Wednesday, November 27, 2013

How Skepticism Masquerading as Christianity Almost Cost Me My Soul


from here

I came to Christ after being steeped for several years in the rankest brand of liberal Methodism. In the church I attended as an adolescent, the pastor and nearly all of my Sunday school teachers treated the Bible as a collection of legends, concocted by fallible human authors. They taught me that the Bible is scientifically and historically unreliable—but, they said, it contains moral principles that are good and helpful. Moreover, they said, it is great literature.

They clearly did not believe the Bible is true or trustworthy. In fact, they were convinced the Bible could be dangerous if you took it at face value, wihout demythologizing it. In effect, they denied that the Bible was either reliable or authoritative—and yet they claimed to hold it in high esteem.

Once while I was in high school, I pressed one of my Sunday-school teachers with questions when she said that the stories about Jesus' miracles were merely fables with moral lessons—not to be taken as literal truth. I asked how she could be so sure of that, when she seemed skeptical of what the Bible actually said about itself. I petulantly suggested that if all the tales in the Bible about Jesus were fictional, perhaps we were wasting our time talking about them in Sunday-school. I wondered out loud whether it might be a better use of my time to stay home and watch the NFL pregame shows on TV.

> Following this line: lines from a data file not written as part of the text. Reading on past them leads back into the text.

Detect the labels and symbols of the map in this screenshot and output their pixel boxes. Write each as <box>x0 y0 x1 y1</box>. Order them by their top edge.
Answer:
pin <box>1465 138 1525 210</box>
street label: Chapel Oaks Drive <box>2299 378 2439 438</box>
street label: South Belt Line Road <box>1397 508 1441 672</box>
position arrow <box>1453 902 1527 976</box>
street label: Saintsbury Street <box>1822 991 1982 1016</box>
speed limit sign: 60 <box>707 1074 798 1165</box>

So the pastor summoned me to his office and cautioned me that it sounded like I was flirting with fundamentalism. I had never heard that word before. But I could tell by the way he said it that it wasn't a good thing. He spent about an hour explaining to me why the Bible is important even though it isn't true. Yet he flatly denied that there is anything supernatural about the Bible. Its stories aren't to be believed, and its teachings are not to be applied without carefully sifting the good principles it teaches from the "supernatural nonsense." He said things to me I knew he would never admit in a sermon, and by the time he had finished, he had persuaded me that the Bible was not to be taken seriously. (I was never able to take that pastor's preaching seriously again, either.)

That was about 1967 or 1968. By 1970, I had quit going to church altogether. I did, in fact, spend my Sunday mornings watching television. I would have become a convinced and devoted pagan if God had not reached out and sovereignly drawn me to Christ.

There was a meaninglessness to my life that I could not endure. I tried getting involved in politics and music and other things to feed my mind and keep me interested in life. I figured that whatever the truth was about God, He would accept me if I strove to be wise and good. But my heart was empty.

Then one night, almost on a whim, I picked up my Bible and began reading it. It was the first time I ever remember seriously reading more than a verse or two of Scripture to see what the Bible taught. And on that night, the Lord opened my eyes to the truth of Christ.

[...]

From that night to this day, I have never entertained one moment's doubt or uncertainty about the power and authority of God's Word. The whole course of my life was radically changed by the Word of God alone, and there is only one explanation for it: Because "the word of God is living and active, sharper than any two-edged sword, piercing to the division of soul and of spirit, of joints and of marrow, and discerning the thoughts and intentions of the heart" (Hebrews 4:12).